Material provided:

============

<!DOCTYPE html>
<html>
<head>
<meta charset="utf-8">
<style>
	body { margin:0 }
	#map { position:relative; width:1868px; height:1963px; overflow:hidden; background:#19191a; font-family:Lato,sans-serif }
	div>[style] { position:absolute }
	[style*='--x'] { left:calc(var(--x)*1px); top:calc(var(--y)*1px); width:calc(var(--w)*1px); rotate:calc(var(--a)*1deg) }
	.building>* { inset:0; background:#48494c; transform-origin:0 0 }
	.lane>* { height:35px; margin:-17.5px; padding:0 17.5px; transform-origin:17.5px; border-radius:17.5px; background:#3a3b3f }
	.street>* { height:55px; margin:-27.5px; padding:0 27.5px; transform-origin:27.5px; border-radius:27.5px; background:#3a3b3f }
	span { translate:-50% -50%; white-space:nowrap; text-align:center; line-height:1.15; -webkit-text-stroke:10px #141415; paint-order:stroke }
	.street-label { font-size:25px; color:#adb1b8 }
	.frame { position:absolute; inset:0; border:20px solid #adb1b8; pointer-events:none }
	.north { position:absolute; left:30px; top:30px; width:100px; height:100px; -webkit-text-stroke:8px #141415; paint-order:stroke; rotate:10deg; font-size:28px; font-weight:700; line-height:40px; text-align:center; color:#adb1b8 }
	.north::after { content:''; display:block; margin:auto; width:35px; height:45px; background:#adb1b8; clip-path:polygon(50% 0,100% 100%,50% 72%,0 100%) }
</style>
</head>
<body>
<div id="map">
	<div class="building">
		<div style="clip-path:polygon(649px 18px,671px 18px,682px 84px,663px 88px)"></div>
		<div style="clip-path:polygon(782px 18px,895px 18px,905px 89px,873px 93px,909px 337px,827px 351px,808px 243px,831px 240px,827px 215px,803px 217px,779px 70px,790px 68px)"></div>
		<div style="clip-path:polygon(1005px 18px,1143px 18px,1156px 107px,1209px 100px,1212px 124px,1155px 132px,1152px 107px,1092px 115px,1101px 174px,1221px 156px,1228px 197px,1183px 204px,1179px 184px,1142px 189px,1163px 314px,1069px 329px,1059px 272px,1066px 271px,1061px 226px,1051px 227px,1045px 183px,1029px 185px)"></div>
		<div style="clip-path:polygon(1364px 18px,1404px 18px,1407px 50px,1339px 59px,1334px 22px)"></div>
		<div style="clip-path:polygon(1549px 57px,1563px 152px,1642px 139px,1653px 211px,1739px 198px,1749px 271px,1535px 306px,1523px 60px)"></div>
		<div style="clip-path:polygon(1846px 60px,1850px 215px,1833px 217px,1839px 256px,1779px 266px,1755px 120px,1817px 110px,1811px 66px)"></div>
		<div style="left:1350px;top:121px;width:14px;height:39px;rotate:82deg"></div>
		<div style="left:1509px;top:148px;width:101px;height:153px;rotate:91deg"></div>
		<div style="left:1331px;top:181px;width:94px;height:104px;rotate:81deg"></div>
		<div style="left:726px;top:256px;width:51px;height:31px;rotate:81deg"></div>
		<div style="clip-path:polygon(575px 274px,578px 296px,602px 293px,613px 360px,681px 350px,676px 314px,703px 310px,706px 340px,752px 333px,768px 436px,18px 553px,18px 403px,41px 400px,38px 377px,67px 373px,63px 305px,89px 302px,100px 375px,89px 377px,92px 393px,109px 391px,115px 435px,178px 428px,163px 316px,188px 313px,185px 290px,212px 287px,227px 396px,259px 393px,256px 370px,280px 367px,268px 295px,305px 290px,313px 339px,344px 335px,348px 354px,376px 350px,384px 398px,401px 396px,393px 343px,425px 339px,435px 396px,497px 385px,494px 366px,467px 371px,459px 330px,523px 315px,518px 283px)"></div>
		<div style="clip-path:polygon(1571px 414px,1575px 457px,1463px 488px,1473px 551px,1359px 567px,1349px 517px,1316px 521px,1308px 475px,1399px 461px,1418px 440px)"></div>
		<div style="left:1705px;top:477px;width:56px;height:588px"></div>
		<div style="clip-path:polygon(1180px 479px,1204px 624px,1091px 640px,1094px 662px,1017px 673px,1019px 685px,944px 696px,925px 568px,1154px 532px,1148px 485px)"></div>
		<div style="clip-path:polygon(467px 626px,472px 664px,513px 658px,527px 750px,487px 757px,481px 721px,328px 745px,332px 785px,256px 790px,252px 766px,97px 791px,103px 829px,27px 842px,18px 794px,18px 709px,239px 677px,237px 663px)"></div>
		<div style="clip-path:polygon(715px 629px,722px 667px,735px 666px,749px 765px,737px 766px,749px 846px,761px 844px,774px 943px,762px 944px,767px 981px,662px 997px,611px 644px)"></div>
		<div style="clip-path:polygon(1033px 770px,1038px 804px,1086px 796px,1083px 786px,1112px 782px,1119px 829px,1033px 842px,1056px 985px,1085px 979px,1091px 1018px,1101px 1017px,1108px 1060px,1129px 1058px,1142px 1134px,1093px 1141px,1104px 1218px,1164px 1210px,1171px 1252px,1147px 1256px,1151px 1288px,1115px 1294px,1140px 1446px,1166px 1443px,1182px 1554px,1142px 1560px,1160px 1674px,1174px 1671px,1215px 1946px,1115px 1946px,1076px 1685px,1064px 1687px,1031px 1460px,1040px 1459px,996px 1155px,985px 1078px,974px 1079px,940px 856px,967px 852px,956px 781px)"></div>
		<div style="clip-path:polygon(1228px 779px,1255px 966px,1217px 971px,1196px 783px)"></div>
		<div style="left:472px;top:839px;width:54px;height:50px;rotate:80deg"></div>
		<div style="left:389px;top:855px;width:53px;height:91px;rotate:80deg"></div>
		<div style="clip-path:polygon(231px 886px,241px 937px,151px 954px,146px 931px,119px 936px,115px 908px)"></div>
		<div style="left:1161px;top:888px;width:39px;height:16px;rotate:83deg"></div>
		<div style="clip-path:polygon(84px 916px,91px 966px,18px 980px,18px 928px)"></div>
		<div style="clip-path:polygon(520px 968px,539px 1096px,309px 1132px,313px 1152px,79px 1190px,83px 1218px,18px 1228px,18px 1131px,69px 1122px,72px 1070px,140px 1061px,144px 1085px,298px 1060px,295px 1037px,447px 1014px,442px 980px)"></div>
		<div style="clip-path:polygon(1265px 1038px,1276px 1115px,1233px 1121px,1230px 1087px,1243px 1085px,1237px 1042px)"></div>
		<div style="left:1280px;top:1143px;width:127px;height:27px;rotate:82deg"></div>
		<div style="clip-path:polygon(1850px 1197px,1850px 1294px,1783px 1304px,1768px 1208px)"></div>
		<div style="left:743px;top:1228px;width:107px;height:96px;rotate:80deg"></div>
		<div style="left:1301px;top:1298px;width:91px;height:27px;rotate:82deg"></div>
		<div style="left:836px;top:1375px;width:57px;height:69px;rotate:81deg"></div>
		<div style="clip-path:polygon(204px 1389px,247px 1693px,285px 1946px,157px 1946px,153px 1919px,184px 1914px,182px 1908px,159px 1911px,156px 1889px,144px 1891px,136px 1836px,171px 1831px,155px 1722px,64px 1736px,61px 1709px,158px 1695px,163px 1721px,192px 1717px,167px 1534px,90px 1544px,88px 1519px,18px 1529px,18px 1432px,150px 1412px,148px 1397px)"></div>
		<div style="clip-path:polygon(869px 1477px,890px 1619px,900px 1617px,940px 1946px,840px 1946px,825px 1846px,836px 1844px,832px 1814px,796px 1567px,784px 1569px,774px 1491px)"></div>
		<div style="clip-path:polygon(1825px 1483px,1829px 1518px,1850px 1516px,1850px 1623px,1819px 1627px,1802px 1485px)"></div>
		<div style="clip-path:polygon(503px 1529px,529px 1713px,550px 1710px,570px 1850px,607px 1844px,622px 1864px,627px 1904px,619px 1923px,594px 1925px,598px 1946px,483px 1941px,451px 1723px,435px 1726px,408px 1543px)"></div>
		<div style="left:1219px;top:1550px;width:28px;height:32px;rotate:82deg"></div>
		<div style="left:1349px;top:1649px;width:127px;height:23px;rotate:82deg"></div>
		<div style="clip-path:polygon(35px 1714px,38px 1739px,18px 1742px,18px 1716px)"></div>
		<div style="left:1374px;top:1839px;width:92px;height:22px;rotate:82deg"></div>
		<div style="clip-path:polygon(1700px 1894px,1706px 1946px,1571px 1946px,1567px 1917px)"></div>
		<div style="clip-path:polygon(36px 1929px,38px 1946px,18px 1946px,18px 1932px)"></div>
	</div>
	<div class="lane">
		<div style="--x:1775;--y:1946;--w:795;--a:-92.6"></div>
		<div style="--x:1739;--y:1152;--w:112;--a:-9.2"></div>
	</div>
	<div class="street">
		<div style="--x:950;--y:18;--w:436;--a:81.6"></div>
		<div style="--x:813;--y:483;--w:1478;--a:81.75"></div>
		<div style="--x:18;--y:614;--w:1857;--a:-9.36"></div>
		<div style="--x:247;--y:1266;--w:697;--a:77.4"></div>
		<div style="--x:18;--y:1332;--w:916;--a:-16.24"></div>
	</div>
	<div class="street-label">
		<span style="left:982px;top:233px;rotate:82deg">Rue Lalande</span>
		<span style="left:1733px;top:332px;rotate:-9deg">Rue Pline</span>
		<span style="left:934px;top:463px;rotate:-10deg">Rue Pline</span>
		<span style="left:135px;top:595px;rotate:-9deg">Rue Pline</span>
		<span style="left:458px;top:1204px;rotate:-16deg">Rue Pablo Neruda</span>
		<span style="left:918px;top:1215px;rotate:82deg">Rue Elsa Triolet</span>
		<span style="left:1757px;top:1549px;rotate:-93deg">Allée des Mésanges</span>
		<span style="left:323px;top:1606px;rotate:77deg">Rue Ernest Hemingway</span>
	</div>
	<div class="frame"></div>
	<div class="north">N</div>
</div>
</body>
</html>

============

Your assignment: Say, as a single number, how many lines of the records hold the word "street".

Task solution: 4